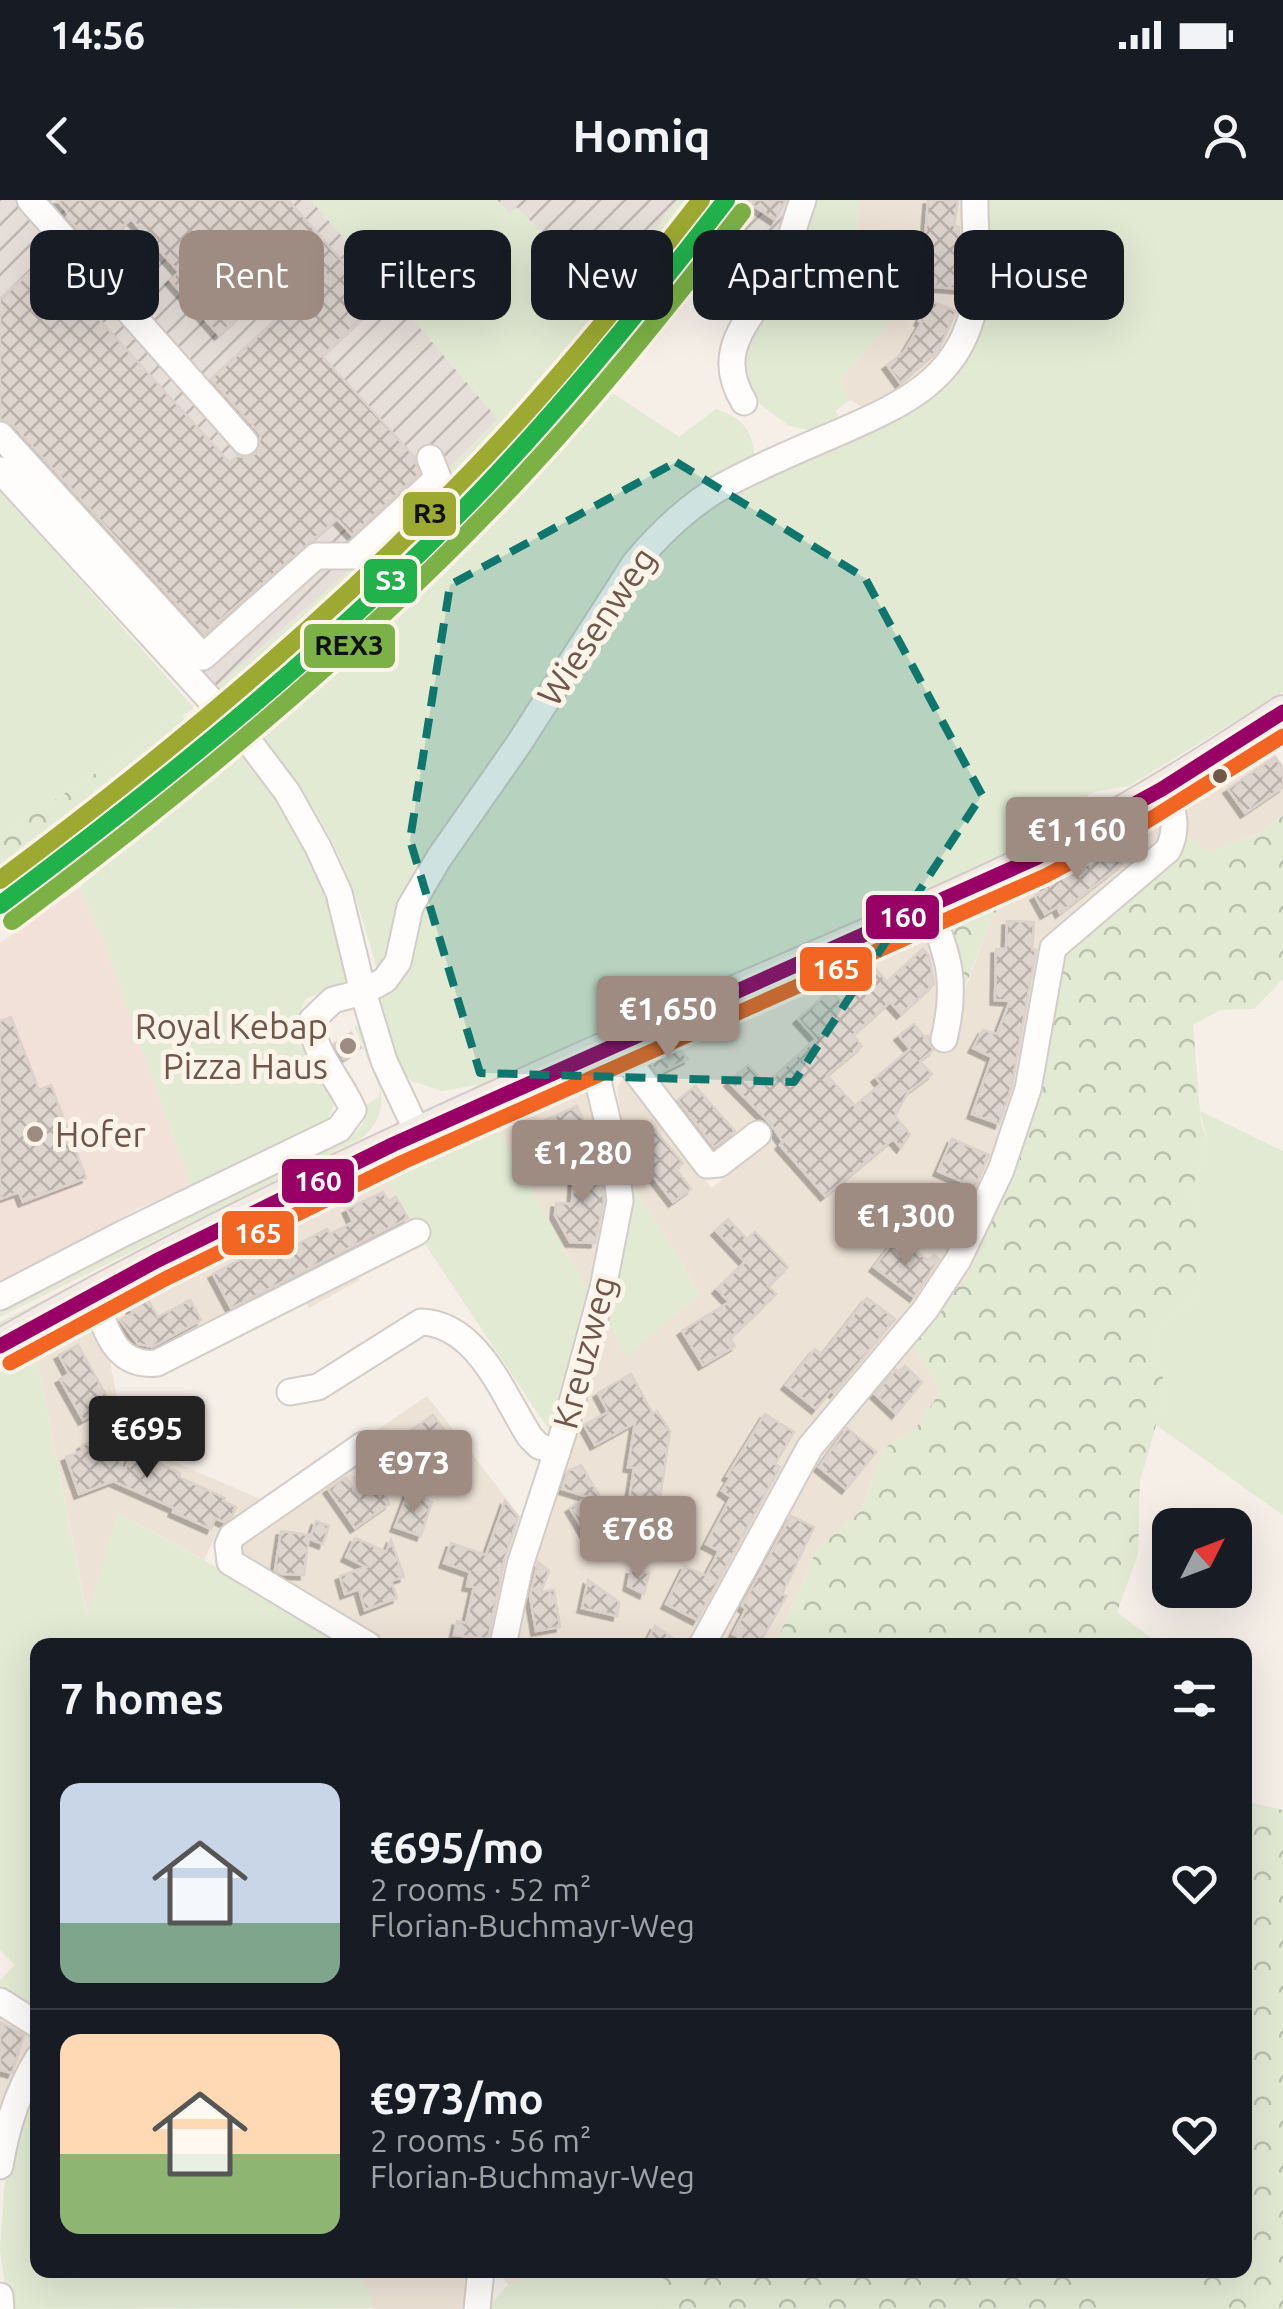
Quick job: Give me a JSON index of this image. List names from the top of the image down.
{
  "streets": {
    "street": ["Wiesenweg", "Kreuzweg"]
  },
  "places": ["Royal Kebap Pizza Haus", "Hofer"],
  "lines": [
    "transit line S3",
    "transit line R3",
    "transit line REX3",
    "transit line 160",
    "transit line 165"
  ],
  "north": "top right",
  "page": {
    "status": "14:56",
    "header": "Homiq",
    "chip": [
      "Buy",
      "Rent",
      "Filters",
      "New",
      "Apartment",
      "House"
    ],
    "price": [
      "€1,160",
      "€1,650",
      "€1,280",
      "€1,300",
      "€695",
      "€973",
      "€768"
    ],
    "heading": "7 homes",
    "list": [
      {
        "name": "€695/mo",
        "note": "2 rooms · 52 m² · Florian-Buchmayr-Weg"
      },
      {
        "name": "€973/mo",
        "note": "2 rooms · 56 m² · Florian-Buchmayr-Weg"
      }
    ]
  }
}
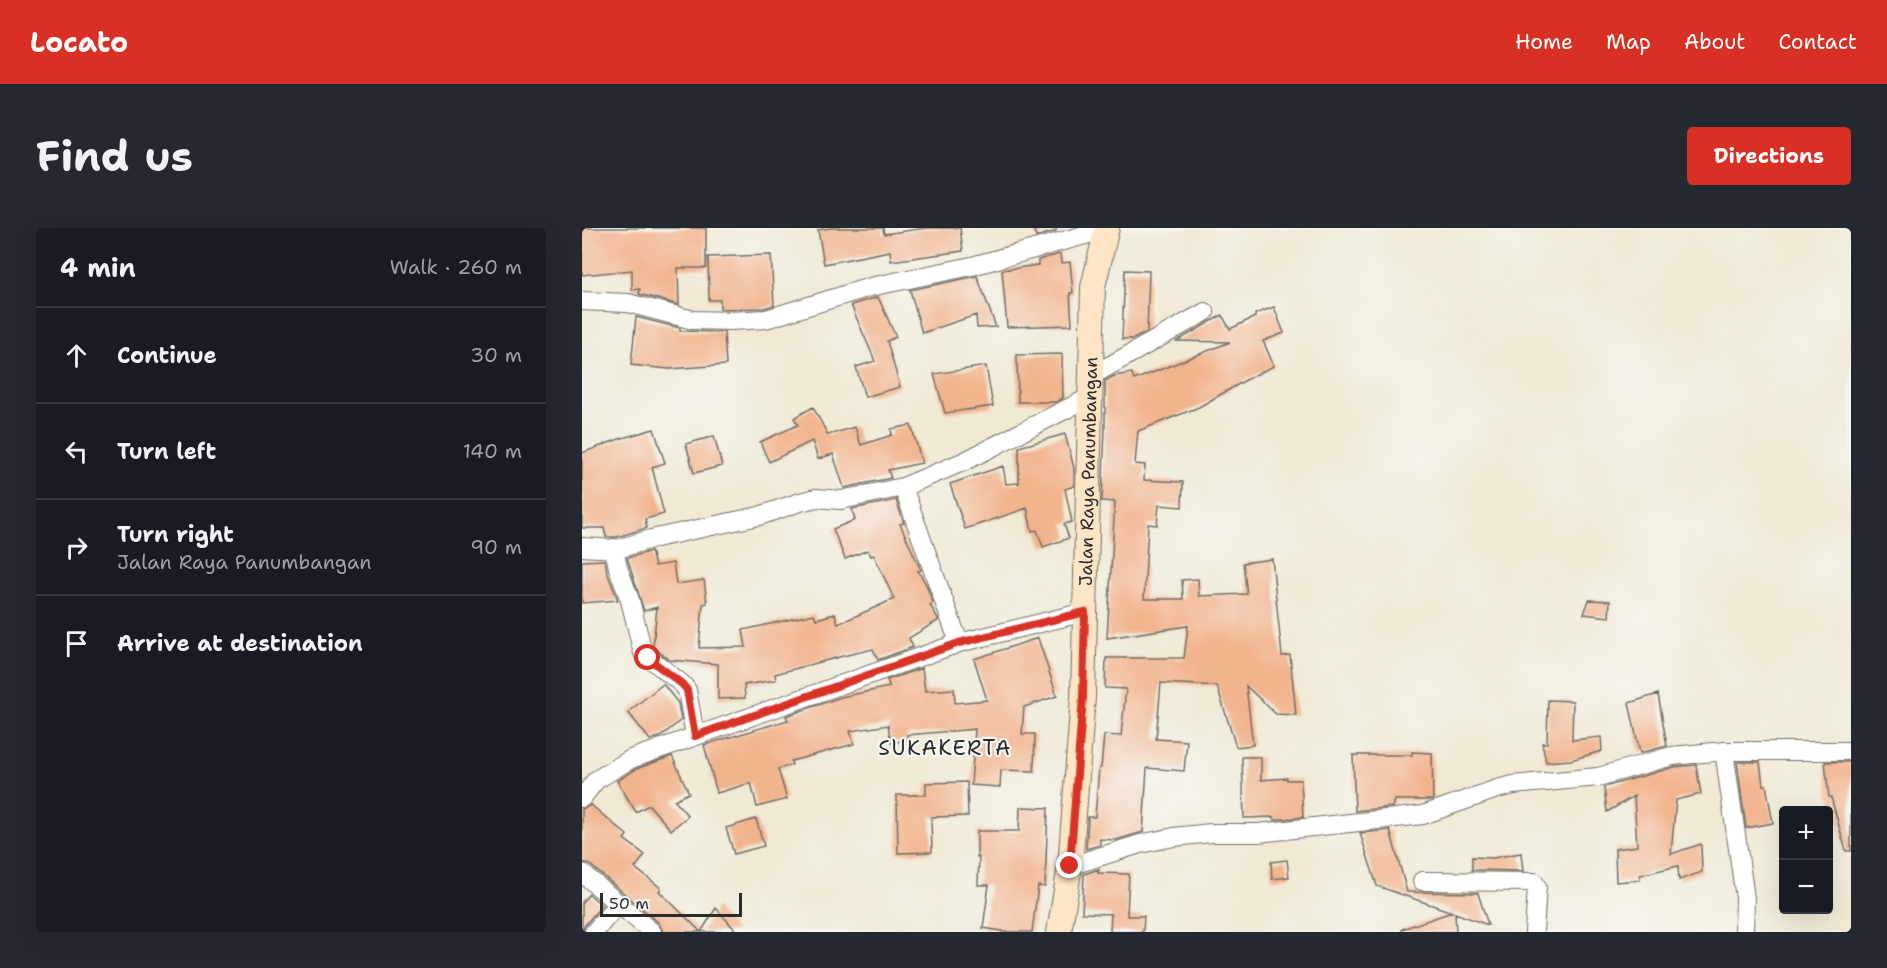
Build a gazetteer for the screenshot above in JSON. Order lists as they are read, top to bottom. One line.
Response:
{"streets":{"main road":["Jalan Raya Panumbangan"]},"districts":["SUKAKERTA"],"scale_bar":"50 m","page":{"header":"Locato","nav":["Home","Map","About","Contact"],"buttons":"Directions","title":"Find us","heading":["4 min","Walk · 260 m"],"list":[["Continue","30 m"],["Turn left","140 m"],["Turn right","Jalan Raya Panumbangan","90 m"],"Arrive at destination"],"map_buttons":["+","−"],"scale":"50 m"}}
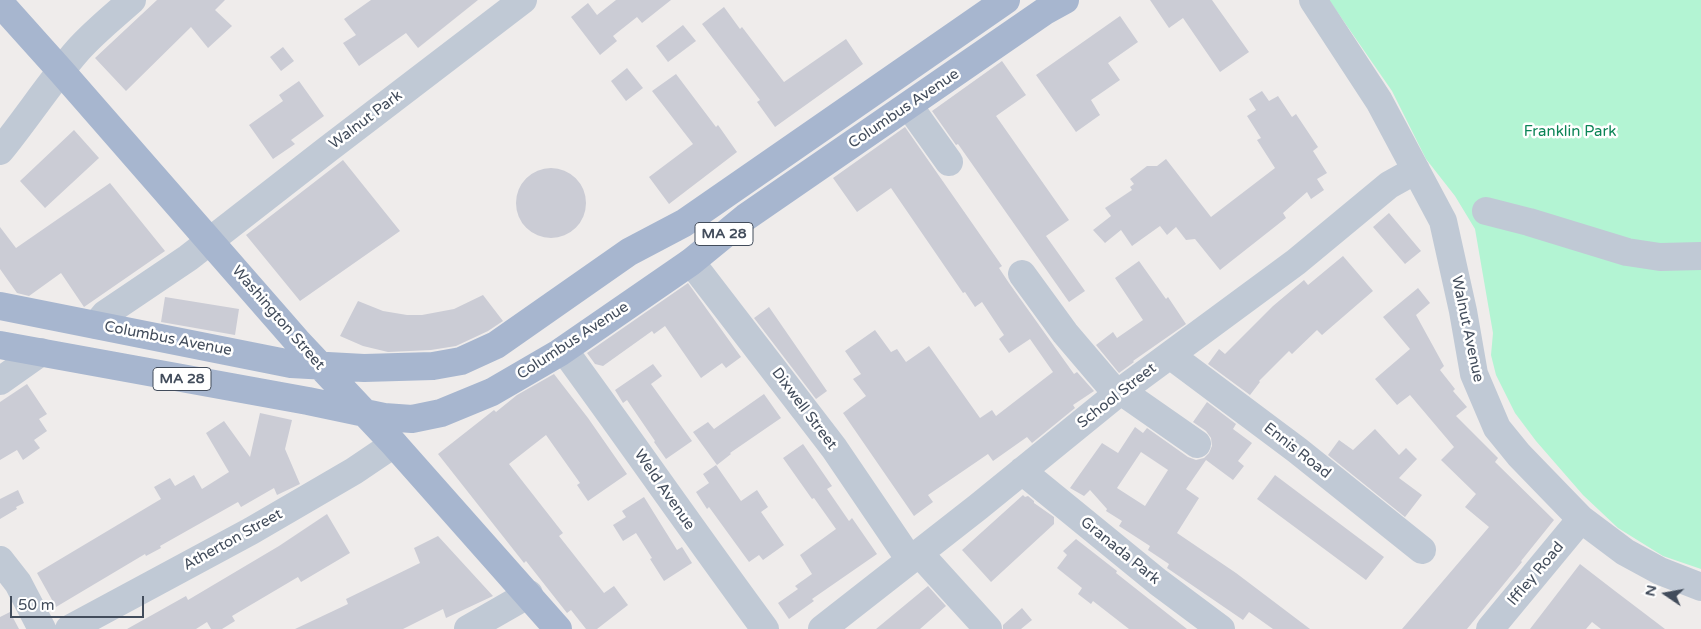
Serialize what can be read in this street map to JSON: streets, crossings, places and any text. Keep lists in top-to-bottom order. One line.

Exercise prompt - Which lines of the data include the string "bottom"? Find them and copy each one.

Answer space -
Build a gazetteer for the screenshot above in JSON. Order lists as they are read, top to bottom. One line.
Serialize what can be read in this street map to JSON: streets, crossings, places and any text. Keep lists in top-to-bottom order. One line.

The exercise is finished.